***** SOURCE MATERIAL
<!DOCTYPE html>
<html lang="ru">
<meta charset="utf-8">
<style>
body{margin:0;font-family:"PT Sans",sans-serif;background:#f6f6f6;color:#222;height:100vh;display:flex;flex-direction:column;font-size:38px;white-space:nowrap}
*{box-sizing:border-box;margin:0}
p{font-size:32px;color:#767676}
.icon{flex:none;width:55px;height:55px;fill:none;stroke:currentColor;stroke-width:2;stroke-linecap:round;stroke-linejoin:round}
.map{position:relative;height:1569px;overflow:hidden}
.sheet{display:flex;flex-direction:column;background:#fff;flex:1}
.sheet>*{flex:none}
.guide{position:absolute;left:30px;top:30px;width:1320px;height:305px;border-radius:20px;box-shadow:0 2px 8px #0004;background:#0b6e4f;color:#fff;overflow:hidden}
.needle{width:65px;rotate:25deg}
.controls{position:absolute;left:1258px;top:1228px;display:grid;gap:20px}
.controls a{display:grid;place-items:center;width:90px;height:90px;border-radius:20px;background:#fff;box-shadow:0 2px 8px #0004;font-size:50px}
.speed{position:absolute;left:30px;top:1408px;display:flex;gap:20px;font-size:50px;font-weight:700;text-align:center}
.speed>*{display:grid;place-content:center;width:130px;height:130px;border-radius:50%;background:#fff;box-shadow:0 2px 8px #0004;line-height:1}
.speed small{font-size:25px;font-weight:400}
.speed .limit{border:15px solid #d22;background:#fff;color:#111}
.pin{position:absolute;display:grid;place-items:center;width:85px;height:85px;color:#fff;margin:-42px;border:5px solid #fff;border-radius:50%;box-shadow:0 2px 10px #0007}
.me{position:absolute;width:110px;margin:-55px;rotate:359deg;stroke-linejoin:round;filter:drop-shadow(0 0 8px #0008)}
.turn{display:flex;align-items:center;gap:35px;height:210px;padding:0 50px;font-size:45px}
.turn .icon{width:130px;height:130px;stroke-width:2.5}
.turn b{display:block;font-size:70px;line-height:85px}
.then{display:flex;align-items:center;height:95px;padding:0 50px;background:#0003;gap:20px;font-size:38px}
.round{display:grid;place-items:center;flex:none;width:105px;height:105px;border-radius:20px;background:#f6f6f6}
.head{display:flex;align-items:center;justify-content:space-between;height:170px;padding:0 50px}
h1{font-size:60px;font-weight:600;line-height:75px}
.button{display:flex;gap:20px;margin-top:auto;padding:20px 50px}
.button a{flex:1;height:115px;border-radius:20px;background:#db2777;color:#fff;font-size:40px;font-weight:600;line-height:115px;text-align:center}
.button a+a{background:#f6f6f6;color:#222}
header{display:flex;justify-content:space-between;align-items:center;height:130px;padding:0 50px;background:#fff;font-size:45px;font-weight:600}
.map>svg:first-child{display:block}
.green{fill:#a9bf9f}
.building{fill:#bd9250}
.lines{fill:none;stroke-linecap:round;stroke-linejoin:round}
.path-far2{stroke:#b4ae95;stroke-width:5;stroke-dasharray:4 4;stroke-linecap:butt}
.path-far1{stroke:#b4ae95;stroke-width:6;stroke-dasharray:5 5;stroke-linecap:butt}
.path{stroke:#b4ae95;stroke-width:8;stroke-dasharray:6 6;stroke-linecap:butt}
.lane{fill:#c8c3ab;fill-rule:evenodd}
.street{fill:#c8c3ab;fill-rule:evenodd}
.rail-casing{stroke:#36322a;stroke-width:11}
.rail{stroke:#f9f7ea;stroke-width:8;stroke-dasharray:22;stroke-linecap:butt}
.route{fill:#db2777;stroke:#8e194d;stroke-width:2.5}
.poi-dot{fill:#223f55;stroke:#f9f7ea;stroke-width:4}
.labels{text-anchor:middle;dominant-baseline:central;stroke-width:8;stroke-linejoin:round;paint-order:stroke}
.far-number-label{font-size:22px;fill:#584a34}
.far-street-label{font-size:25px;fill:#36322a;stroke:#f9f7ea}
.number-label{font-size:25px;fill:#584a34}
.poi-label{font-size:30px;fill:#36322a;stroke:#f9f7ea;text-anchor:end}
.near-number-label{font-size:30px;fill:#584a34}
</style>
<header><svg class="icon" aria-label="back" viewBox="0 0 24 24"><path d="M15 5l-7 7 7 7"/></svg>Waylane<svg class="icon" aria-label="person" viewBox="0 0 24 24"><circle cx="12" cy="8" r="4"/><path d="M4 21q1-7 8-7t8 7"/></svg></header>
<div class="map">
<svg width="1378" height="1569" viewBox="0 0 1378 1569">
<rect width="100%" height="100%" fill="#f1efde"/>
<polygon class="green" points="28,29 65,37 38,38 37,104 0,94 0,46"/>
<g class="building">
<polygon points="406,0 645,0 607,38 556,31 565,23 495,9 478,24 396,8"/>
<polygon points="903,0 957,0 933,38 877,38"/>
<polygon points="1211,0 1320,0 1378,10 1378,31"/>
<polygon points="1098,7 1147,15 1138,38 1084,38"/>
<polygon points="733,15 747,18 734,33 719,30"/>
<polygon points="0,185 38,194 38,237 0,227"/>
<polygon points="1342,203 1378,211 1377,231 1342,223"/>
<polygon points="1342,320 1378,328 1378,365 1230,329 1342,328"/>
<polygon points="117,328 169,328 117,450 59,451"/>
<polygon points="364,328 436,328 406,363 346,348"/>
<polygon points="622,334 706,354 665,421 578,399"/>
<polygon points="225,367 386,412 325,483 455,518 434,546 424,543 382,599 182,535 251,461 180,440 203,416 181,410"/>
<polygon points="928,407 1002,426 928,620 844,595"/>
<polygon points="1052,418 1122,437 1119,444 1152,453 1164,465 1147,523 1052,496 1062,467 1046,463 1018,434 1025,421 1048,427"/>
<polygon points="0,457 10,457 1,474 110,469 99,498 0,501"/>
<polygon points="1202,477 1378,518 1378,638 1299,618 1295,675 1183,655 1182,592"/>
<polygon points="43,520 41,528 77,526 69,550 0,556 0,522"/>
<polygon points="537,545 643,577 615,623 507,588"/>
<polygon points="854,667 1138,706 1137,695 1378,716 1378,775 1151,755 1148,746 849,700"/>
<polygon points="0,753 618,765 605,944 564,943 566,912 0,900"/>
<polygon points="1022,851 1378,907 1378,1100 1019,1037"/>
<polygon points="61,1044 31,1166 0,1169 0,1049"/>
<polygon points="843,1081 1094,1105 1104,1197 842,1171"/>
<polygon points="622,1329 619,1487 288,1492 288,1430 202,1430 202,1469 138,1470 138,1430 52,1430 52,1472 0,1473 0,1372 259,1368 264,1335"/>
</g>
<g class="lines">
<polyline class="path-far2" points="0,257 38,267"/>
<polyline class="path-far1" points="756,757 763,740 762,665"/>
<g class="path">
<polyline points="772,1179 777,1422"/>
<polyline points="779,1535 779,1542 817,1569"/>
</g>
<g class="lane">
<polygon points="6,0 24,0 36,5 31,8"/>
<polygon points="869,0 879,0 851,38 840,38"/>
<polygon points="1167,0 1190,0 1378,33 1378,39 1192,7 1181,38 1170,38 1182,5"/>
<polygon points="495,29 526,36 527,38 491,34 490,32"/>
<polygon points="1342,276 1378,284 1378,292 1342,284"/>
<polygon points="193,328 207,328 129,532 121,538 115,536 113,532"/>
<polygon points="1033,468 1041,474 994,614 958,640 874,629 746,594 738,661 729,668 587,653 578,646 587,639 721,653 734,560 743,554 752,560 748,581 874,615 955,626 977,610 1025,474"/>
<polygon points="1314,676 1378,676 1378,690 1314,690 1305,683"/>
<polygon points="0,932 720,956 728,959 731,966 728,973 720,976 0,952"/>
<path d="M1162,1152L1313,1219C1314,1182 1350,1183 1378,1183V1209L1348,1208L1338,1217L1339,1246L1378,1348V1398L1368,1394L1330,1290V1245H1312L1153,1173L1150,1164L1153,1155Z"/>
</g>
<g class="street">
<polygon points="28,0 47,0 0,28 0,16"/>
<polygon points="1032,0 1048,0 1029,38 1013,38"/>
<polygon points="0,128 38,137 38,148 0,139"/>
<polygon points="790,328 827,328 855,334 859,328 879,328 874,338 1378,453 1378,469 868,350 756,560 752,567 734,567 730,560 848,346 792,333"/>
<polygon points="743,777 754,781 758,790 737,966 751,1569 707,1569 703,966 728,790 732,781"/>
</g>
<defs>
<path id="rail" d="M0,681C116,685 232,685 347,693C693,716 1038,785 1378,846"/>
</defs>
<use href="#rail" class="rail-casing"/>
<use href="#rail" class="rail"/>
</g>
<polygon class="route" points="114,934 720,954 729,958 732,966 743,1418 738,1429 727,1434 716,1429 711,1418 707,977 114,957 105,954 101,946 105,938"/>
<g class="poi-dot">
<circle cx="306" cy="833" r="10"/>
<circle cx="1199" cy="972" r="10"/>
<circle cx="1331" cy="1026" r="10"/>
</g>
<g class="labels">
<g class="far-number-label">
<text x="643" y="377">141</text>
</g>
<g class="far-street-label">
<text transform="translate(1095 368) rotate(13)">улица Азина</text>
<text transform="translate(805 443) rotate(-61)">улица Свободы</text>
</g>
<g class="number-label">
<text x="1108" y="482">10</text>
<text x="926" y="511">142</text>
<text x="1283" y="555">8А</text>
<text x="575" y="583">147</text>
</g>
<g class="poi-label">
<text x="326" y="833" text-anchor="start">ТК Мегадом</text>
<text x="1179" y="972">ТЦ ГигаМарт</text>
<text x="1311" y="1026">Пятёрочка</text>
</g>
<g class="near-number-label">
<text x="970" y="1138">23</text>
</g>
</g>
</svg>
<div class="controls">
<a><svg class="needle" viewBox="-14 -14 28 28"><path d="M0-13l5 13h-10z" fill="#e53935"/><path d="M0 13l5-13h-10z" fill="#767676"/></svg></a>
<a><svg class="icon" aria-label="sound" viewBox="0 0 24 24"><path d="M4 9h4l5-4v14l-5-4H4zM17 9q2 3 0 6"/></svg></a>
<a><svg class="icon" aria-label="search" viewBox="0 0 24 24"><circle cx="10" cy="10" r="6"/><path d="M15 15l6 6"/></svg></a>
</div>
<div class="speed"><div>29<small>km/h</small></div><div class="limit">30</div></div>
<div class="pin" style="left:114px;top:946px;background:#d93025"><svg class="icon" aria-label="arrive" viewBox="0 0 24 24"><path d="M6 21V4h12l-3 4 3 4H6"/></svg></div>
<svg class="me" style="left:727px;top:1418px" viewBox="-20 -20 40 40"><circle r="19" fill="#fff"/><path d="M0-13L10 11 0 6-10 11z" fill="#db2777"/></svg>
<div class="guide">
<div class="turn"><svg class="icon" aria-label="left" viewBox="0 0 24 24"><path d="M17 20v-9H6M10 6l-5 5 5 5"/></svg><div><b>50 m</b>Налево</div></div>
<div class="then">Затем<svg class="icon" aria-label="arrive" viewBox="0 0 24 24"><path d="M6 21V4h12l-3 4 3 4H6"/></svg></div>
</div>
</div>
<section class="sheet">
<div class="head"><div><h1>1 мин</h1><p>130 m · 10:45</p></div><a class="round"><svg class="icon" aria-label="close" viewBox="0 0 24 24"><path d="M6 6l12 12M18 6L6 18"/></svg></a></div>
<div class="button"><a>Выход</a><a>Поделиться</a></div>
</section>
**********
*ACTION ITEM:* If a line of the entries holds the word "small", copy it out.

*TASK RESULT:*
.speed small{font-size:25px;font-weight:400}
<div class="speed"><div>29<small>km/h</small></div><div class="limit">30</div></div>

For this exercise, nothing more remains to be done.